Mounir Mahjoubi, député LREM, auteur d’une note parlementaire sur le traçage des données mobiles dans la lutte contre le coronavirus, est l'invité de Mathilde Munos.

Mounir Mahjoubi, député Lrem
Mounir Mahjoubi, député Lrem © Radio France / Philippe LOPEZ / AFP

"Le traçage numérique est une méthode parmi beaucoup d'autres : il y a autant de traçages numériques que de langues dans le monde, on ne peut pas être pour ou contre", estime le député parisien, "nous sommes tous contre la surveillance généralisée, le traçage, ce n'est pas ça".

"On veut protéger la vie des gens et les libertés individuelle, il ne faut utiliser le traçage que pour sauver des vies" poursuit-il : "Quand des gens seront testés positifs, il faut leur permettre d'identifier les personnes qu'ils ont croisés les 15 jours précédents : les Anglais, Singapour travaillent déjà dessus".

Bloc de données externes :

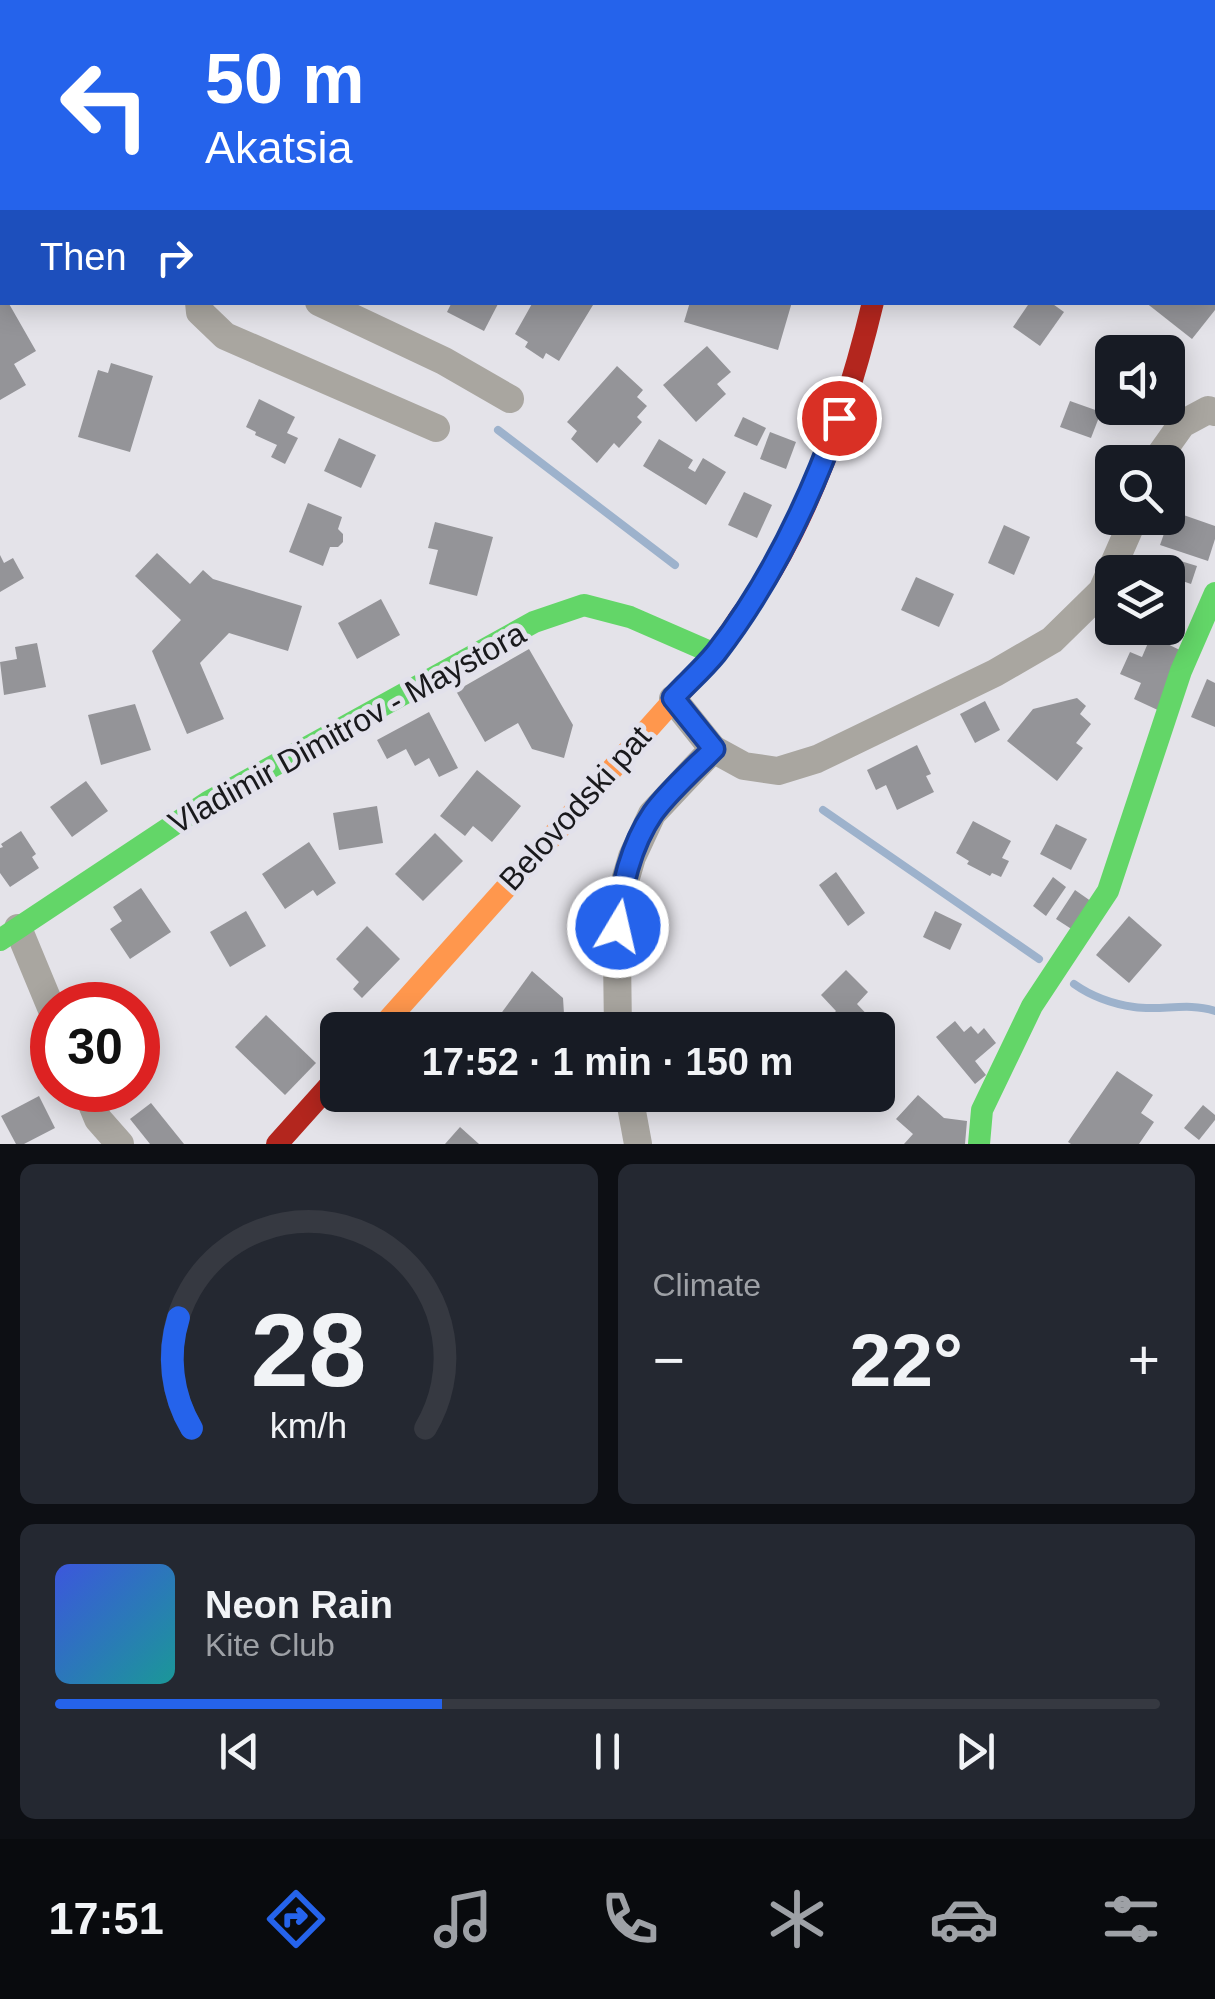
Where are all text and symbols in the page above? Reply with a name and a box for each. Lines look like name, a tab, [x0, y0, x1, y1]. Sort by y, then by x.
icon: left	[40, 40, 170, 170]
text: 50 m	[205, 40, 365, 118]
text: Akatsia	[205, 122, 353, 173]
icon: right	[147, 230, 202, 285]
text: Then	[40, 236, 127, 278]
map controls	[1095, 335, 1185, 645]
button: sound	[1095, 335, 1185, 425]
pin	[797, 376, 882, 461]
icon: arrive	[812, 391, 867, 446]
button: search	[1095, 445, 1185, 535]
button: layers	[1095, 555, 1185, 645]
street label: Vladimir Dimitrov - Maystora	[163, 615, 532, 841]
street label: Belovodski pat	[492, 719, 658, 897]
position arrow	[566, 875, 670, 979]
speed limit sign: 30	[30, 982, 160, 1112]
text: 17:52 · 1 min · 150 m	[422, 1041, 793, 1083]
text: Climate	[653, 1267, 761, 1303]
text: 28	[251, 1292, 367, 1408]
text: 22°	[850, 1318, 963, 1402]
text: −	[653, 1329, 685, 1391]
text: +	[1128, 1329, 1160, 1391]
text: km/h	[270, 1406, 347, 1446]
text: Neon Rain	[205, 1584, 393, 1626]
text: Kite Club	[205, 1627, 335, 1663]
icon: previous	[212, 1724, 267, 1779]
icon: pause	[580, 1724, 635, 1779]
icon: next	[948, 1724, 1003, 1779]
icon: directions	[261, 1884, 331, 1954]
icon: music	[428, 1884, 498, 1954]
icon: phone	[595, 1884, 665, 1954]
icon: climate	[762, 1884, 832, 1954]
icon: car	[929, 1884, 999, 1954]
icon: filters	[1096, 1884, 1166, 1954]
text: 17:51	[49, 1893, 164, 1944]

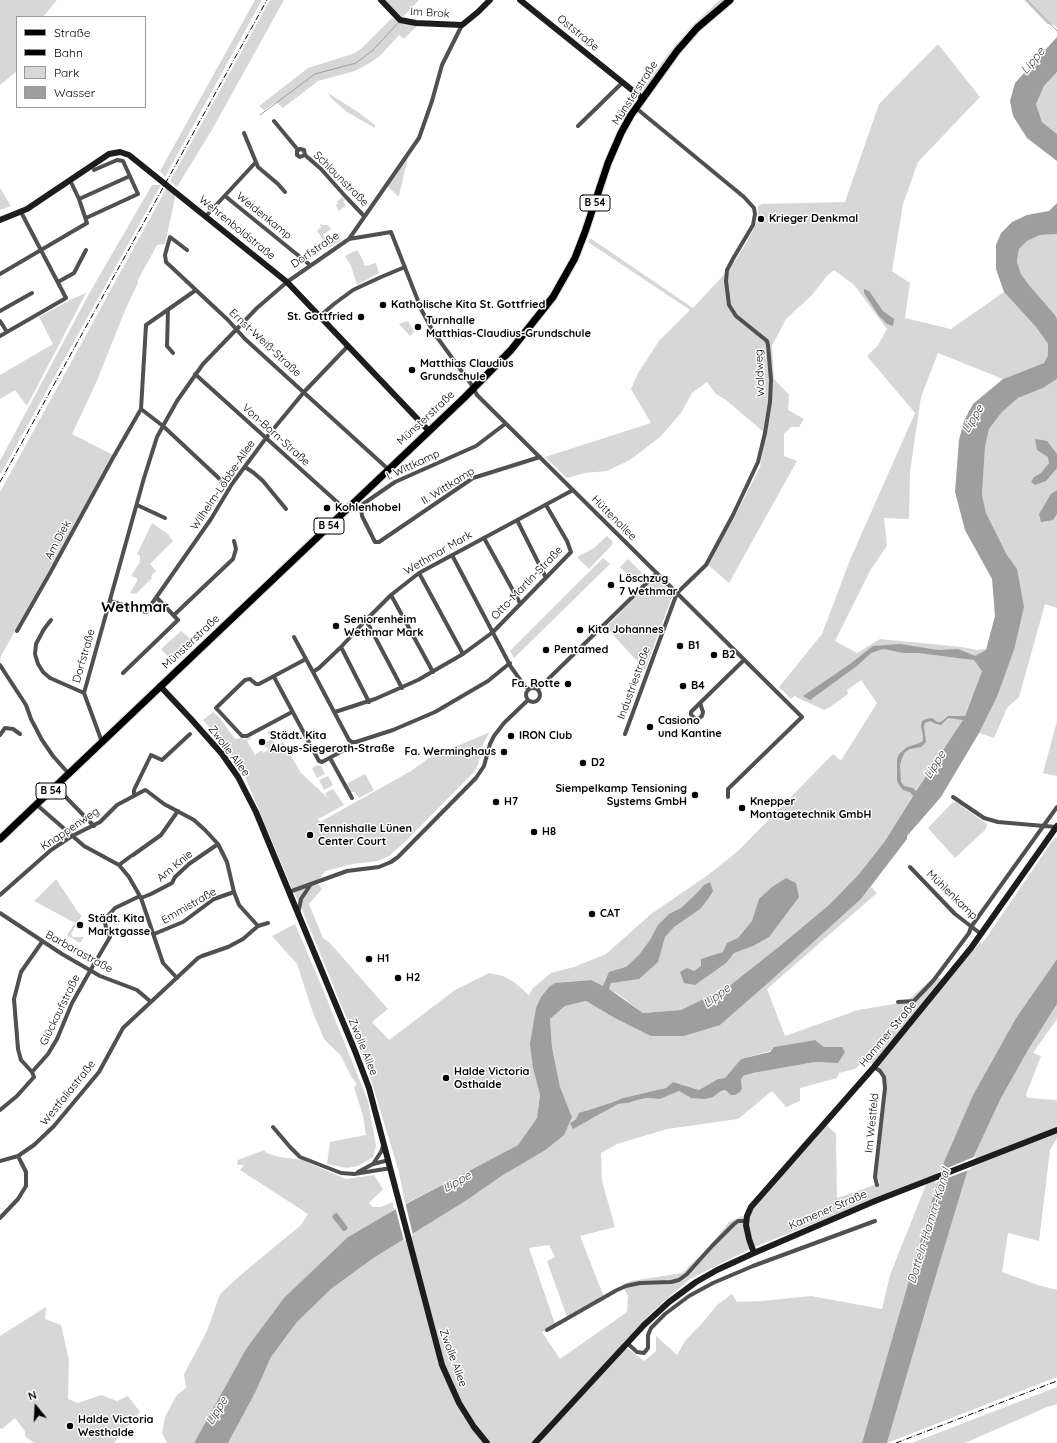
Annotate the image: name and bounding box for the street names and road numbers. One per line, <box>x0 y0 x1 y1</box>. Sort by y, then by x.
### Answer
street label: Im Brok <box>410 5 450 21</box>
street label: Oststraße <box>554 12 602 54</box>
street label: Münsterstraße <box>609 59 661 127</box>
street label: Schlaunstraße <box>311 149 371 209</box>
street label: Weidenkamp <box>234 190 294 242</box>
street label: Wehrenboldstraße <box>196 193 278 263</box>
road number: B 54 <box>580 195 610 211</box>
street label: Dorfstraße <box>288 229 342 271</box>
street label: Ernst-Weiß-Straße <box>226 306 304 380</box>
street label: Waldweg <box>752 349 768 397</box>
street label: Münsterstraße <box>395 388 457 448</box>
street label: Von-Born-Straße <box>239 401 313 469</box>
street label: Wilhelm-Löbbe-Allee <box>188 438 258 532</box>
street label: I. Wittkamp <box>384 447 442 483</box>
street label: II. Wittkamp <box>419 464 477 508</box>
street label: Hüttenallee <box>589 493 639 543</box>
street label: Am Diek <box>42 518 74 562</box>
road number: B 54 <box>314 518 344 534</box>
street label: Wethmar Mark <box>402 528 474 578</box>
street label: Otto-Martin-Straße <box>489 544 565 622</box>
street label: Münsterstraße <box>160 612 222 672</box>
street label: Dorfstraße <box>70 628 98 684</box>
street label: Industriestraße <box>615 645 653 721</box>
street label: Zwolle Allee <box>205 723 253 779</box>
road number: B 54 <box>36 783 66 799</box>
street label: Knappenweg <box>38 805 102 853</box>
street label: Am Knie <box>155 847 195 885</box>
street label: Mühlenkamp <box>924 867 980 923</box>
street label: Emmistraße <box>159 885 219 927</box>
street label: Barbarastraße <box>43 928 115 976</box>
street label: Glückaufstraße <box>37 972 83 1048</box>
street label: Hammer Straße <box>857 998 919 1070</box>
street label: Zwolle Allee <box>346 1016 380 1078</box>
street label: Westfaliastraße <box>38 1058 98 1128</box>
street label: Im Westfeld <box>862 1093 882 1153</box>
street label: Kamener Straße <box>787 1188 869 1232</box>
street label: Zwolle Allee <box>436 1327 470 1389</box>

Mounir Mahjoubi reconnait tout de même que la Chine ou Israël ont opté pour des méthodes excessives de surveillance de "toutes les données possibles" : "Il y a des façons plus respectueuses de travailler avec des données qui ne sont jamais envoyées au sommet de l'état : stockage décentralisé, avec le bluetooth qui ne stocke pas les mêmes infos que le GPS, anonymat de l'info dans le mobile de la personne, chiffrement des infos" rappelle l'ex-ministre.

Expliquer la méthode avec transparence

"Il n'y a pas de simplification possible sur ce sujet" estime-t-il en renvoyant à la note de 45 pages qu'il a fourni au gouvernement et qui est consultable sur Internet : "La garantie que peut donner le gouvernement, c'est simplement d'expliquer sa méthode avec transparence et ouverture".

"Le contact tracing n'est pas un objet de haute technologie" affirme encore Mounir Mahjoubi, qui rappelle qu'il a fait partie du 1er cluster de l'Assemblée, touché lui aussi par le Covid-19 : "On se retrouve face à quelqu'un qui demande qui vous avez croisé, heure par heure, jour par jour pendant les 15 derniers jours, donc c'est ce qu'on fait déjà".  Sur les méthodes, certaines ne sont, selon lui, pas souhaitables, comme Singapour qui utilise des outils de contrôles qui ne sont pas souhaitables en France et en Europe, "notamment par les données de paiement"

Pour éviter qu'une personne soit en contact avec 1 000 personnes, on va essayer qu'elle en contacte le moins possible, c'est ça le contact tracing.

"Personne ne refuserait la capacité de sauver la vie des gens qu'il connaît si, grâce à cette appli, on l'empêche de contaminer [son entourage]" estime le député du XIXe arrondissement parisien, qui est convaincu que le contact tracing est nécessaire "si on met toutes les protections pour les données individuelles : il faut absolument éviter de caricaturer ce débat".